(The problem): How many lines in the listing contain the word "canvas"? Reply with the number alone.

(Dataset entries):
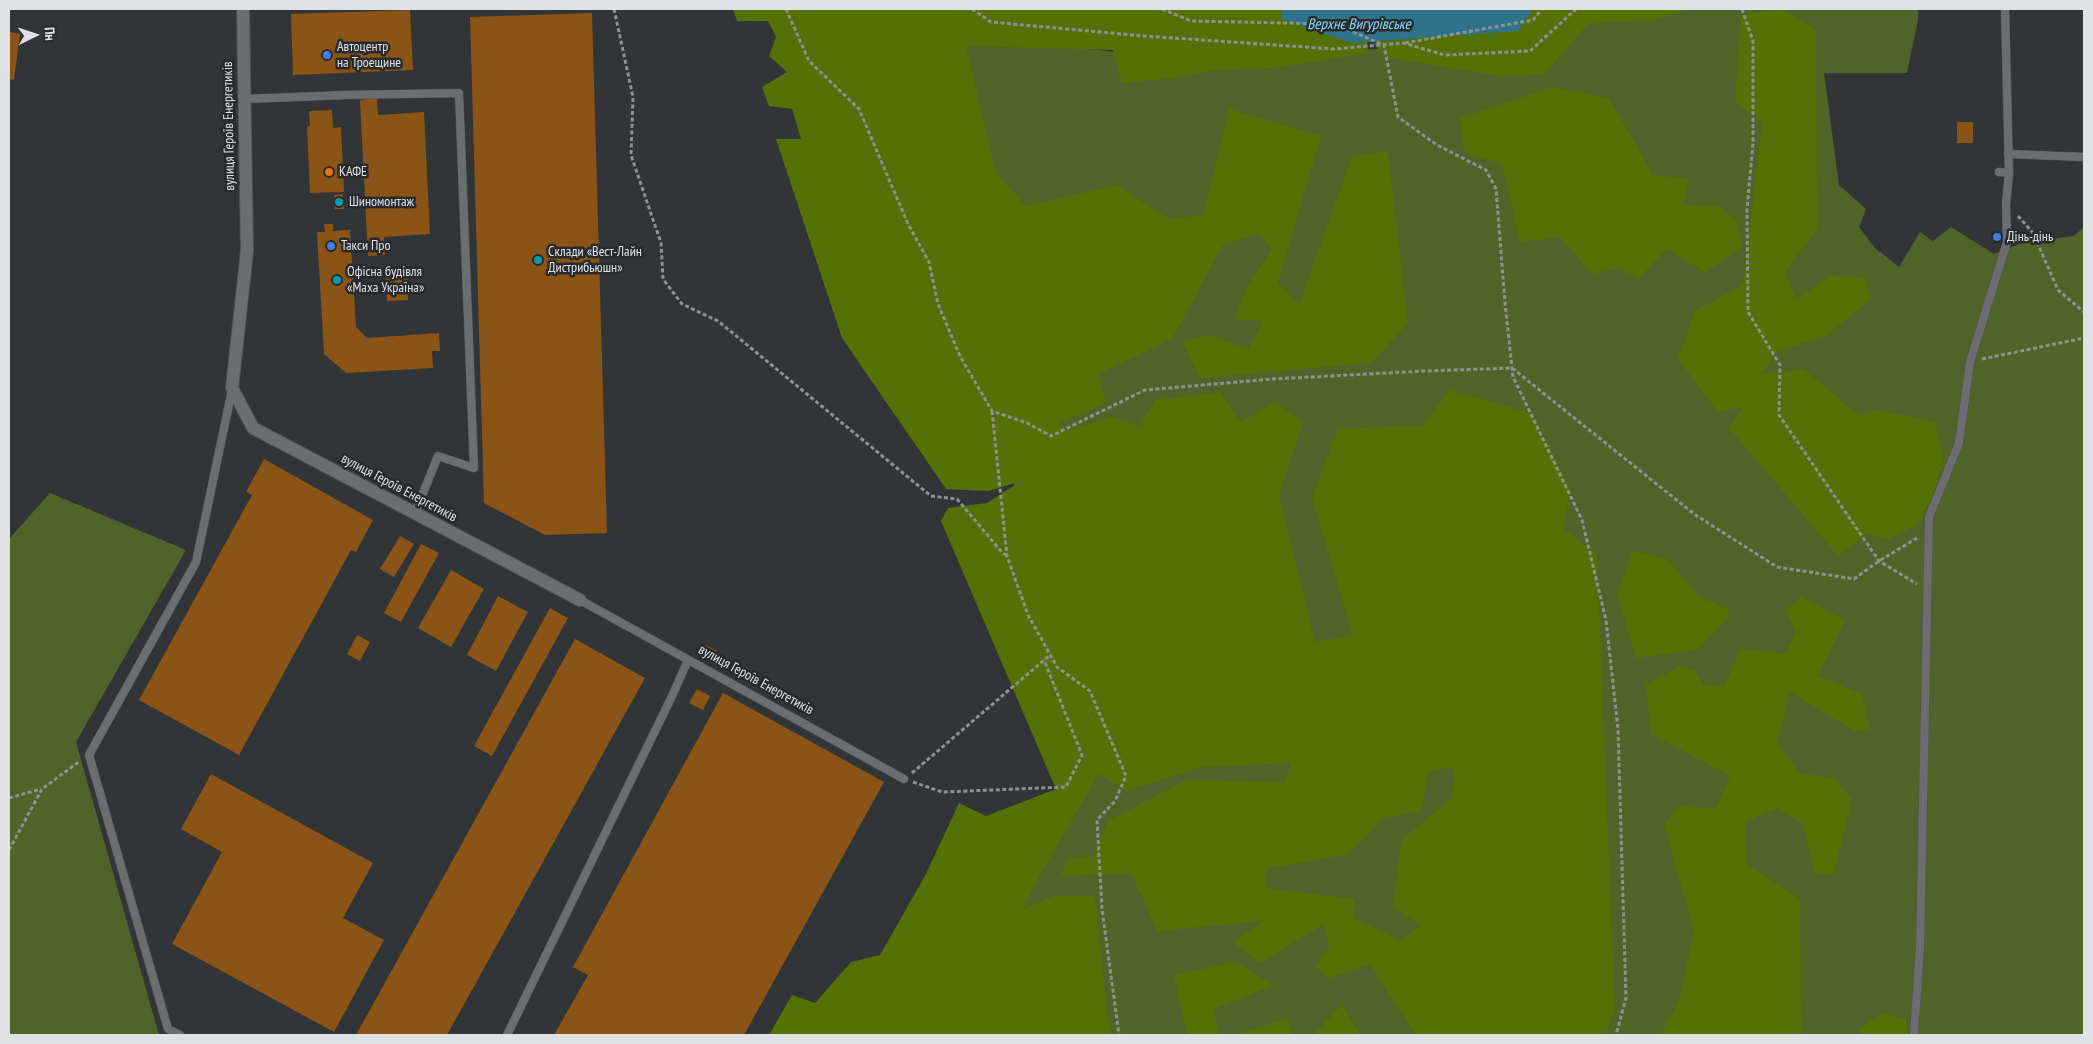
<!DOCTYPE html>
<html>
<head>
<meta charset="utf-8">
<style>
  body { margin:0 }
  #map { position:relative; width:2093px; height:1044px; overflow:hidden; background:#323537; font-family:"PT Sans Narrow",sans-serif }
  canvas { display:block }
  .frame { position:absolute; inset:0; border:10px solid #e0e1e3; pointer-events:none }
  .north { position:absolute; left:10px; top:10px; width:50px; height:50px; -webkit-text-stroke:4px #282b2d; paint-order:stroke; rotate:86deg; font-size:14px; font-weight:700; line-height:20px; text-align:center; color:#e0e1e3 }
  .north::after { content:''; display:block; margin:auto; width:18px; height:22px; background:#e0e1e3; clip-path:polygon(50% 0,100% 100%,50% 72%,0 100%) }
</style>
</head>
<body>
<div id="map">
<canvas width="2093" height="1044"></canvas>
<div class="frame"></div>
<div class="north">Пн</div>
</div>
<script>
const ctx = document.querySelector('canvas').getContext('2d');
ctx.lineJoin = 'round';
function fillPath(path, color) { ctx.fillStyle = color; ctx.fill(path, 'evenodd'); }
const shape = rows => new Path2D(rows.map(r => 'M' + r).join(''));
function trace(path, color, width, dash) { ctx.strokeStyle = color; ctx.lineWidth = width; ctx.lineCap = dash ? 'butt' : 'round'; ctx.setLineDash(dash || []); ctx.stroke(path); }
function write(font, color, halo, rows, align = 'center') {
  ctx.font = font + ' "PT Sans Narrow",sans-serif'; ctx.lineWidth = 5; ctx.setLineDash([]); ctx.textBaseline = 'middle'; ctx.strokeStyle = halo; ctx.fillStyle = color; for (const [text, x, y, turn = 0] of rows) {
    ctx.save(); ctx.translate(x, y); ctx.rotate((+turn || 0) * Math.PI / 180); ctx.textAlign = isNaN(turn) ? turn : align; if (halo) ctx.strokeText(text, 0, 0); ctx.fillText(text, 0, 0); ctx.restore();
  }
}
fillPath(shape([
  [1567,9,1918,9,1918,20,1907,73,1824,73,1839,185,1866,209,1859,227,1875,248,1899,267,1920,232,1933,241,1951,227,1994,254,2022,243,2074,236,2084,227,2084,1035,982,1035,932,964,1091,750,881,26,1180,59,1529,41],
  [50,493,186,550,76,742,159,1035,9,1035,9,539]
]), '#4f6429');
fillPath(shape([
  [733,9,1298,9,1366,16,1368,53,1273,68,1214,70,1175,78,1122,83,1113,50,966,46,996,173,1026,206,1117,185,1169,219,1203,215,1229,109,1321,136,1278,283,1299,305,1352,156,1388,151,1408,323,1371,363,1200,378,1182,342,1210,335,1248,349,1263,321,1234,319,1247,286,1272,249,1259,233,1223,245,1172,339,1099,374,1106,404,1060,422,1065,431,1113,417,1140,426,1155,400,1220,392,1241,422,1275,402,1303,422,1279,495,1315,642,1353,635,1312,498,1338,429,1423,425,1450,390,1531,413,1570,489,1564,529,1597,555,1615,1010,1605,1035,1417,1035,1370,964,1330,978,1315,967,1329,947,1324,924,1260,963,1234,943,1263,921,1158,931,1131,873,1061,876,1068,858,1094,856,1108,821,1186,780,1285,782,1291,763,1202,767,1126,791,1099,774,1042,871,1023,909,1053,896,1095,896,1107,1014,1112,1035,769,1035,792,995,815,1003,851,962,880,955,926,874,959,803,986,816,1056,789,941,521,948,508,987,503,1021,481,989,491,946,489,842,338,776,139,801,139,792,109,769,106,762,87,787,72,769,56,776,37,768,21,737,21],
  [1454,767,1452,798,1401,840,1393,908,1421,925,1401,941,1354,918,1354,899,1265,888,1266,869,1349,854,1383,818,1421,811,1429,771],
  [1520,9,1689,9,1658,19,1588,24,1544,74,1505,77,1385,57,1374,44,1389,26],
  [1781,9,1816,30,1817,229,1785,272,1796,299,1830,276,1865,277,1870,300,1827,335,1775,353,1762,374,1804,369,1859,416,1877,410,1935,422,1944,464,1920,524,1888,539,1866,534,1838,556,1729,428,1743,407,1718,412,1678,359,1695,311,1743,285,1762,123,1735,101,1741,15],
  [1552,87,1609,98,1653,175,1689,179,1683,205,1718,206,1737,220,1742,247,1705,272,1667,249,1639,278,1618,268,1592,274,1560,237,1520,242,1502,164,1465,153,1460,118],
  [1633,551,1667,559,1698,596,1728,609,1729,618,1697,650,1636,658,1617,594],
  [1801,597,1845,620,1818,676,1862,694,1870,729,1854,731,1790,692,1777,742,1799,773,1834,778,1852,800,1834,874,1815,873,1803,824,1777,808,1745,822,1747,864,1800,899,1801,1035,1660,1035,1679,1001,1694,931,1664,825,1680,806,1716,809,1730,776,1651,734,1646,685,1679,666,1695,670,1704,685,1724,686,1741,648,1785,654,1796,633,1786,610],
  [1235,962,1274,985,1214,1009,1218,1035,1187,1035,1174,975],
  [1342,1005,1361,1035,1313,1035],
  [1885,1013,1907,1021,1907,1035,1861,1035,1860,1027],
  [1287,1018,1294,1035,1235,1035]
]), '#537104');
fillPath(shape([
  [1281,9,1533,9,1518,31,1351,43,1282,19]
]), '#2f738a');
fillPath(shape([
  [410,10,413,70,293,75,291,14],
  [592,13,607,533,545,535,484,503,470,17],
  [9,32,20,34,14,80,9,79],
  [377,98,378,115,424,112,430,234,384,237,385,255,368,256,360,100],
  [332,110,333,128,341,127,344,192,310,193,307,126,310,126,309,111],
  [1957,122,1973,122,1973,143,1957,143],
  [343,194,344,209,335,209,334,195],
  [324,224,333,224,333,231,350,230,356,327,367,338,439,333,440,351,432,351,433,368,346,373,324,354,317,232,325,232],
  [407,273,408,300,387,301,385,275],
  [264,459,373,520,356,552,351,550,239,755,139,700,252,495,246,492],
  [400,536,414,544,394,577,380,569],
  [421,544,439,553,401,622,384,613],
  [451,570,484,589,451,647,418,628],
  [498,596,528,612,496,671,467,655],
  [550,608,568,618,492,756,474,746],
  [357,635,370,642,360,661,347,654],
  [575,639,645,678,447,1035,356,1035],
  [706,645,717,651,712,660,701,653],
  [697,689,710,696,703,710,689,703],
  [723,693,884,782,744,1035,554,1035,588,975,573,967],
  [211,774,373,863,343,918,384,940,334,1032,172,944,222,852,181,829]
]), '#895415');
const lane = shape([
  [244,99,346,95,459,93,474,468,438,456,415,513],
  [2008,154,2084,157],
  [1999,172,2009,173],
  [580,600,904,779],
  [180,1035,168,1029,89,755,196,562,232,390],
  [507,1035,673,694,688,660],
  [1914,1035,1920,947,1929,517,1959,443,1970,362,2007,242,2006,204,2009,173,2005,9]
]);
const street = shape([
  [243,9,247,251,232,388,253,428,580,600]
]);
trace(lane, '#515355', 9);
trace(street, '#515355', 14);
trace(shape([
  [614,9,633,97,631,155,661,243,663,279,682,304,718,321,931,496,957,499,1000,550,1007,556],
  [786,9,809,61,859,109,908,224,929,262,938,304,960,356,992,411,1027,423,1051,436,1145,390,1272,379,1425,371,1512,368,1694,514,1777,567,1854,579,1879,561,1917,538],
  [972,9,991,22,1144,36,1334,49,1403,43,1445,55,1530,51,1576,9],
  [1162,9,1191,21,1334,24,1384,45,1398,117,1437,145,1486,170,1496,189,1505,303,1513,377,1582,520,1606,620,1618,729,1626,998,1616,1035],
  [1742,9,1753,41,1753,143,1747,209,1748,312,1780,365,1779,415,1879,561,1917,584],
  [1405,43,1533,20,1542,9],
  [2018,216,2033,233,2058,290,2084,312],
  [1982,359,2084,338],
  [992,411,1007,556,1028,615,1057,667,1090,691,1126,776,1115,801,1097,820,1102,909,1119,1035],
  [912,773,1050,655],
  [913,782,942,792,1066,787,1082,755,1044,660],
  [9,798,41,789],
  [9,850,42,789,80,761]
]), '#8e9092', 3, [4, 2.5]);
trace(lane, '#6b6e71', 8);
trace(street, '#6b6e71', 12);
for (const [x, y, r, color] of [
  [327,55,5,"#3f7fe0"],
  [329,172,5,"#e8710a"],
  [339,202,5,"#0f9aa8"],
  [1997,237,5,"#3f7fe0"],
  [331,246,5,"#3f7fe0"],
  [538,260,5,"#0f9aa8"],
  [337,280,5,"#0f9aa8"]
]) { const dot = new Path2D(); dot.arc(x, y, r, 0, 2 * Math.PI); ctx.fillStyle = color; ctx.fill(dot); trace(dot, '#282b2d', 2); }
write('14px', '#e0e1e3', '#282b2d', [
  ["Автоцентр",337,47],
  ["на Троещине",337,63],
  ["КАФЕ",339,172],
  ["Шиномонтаж",349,202],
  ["Дінь-дінь",2007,237],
  ["Такси Про",341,246],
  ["Склади «Вест-Лайн",548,252],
  ["Дистрибьюшн»",548,268],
  ["Офісна будівля",347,272],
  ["«Маха Україна»",347,288]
], 'left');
write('14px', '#e0e1e3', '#282b2d', [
  ["вулиця Героїв Енергетиків",229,126,-91],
  ["вулиця Героїв Енергетиків",399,488,28],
  ["вулиця Героїв Енергетиків",756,680,29]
]);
write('italic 15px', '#86ddfc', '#282b2d', [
  ["Верхнє Вигурівське",1359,25]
]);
</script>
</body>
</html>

(Expected answer): 3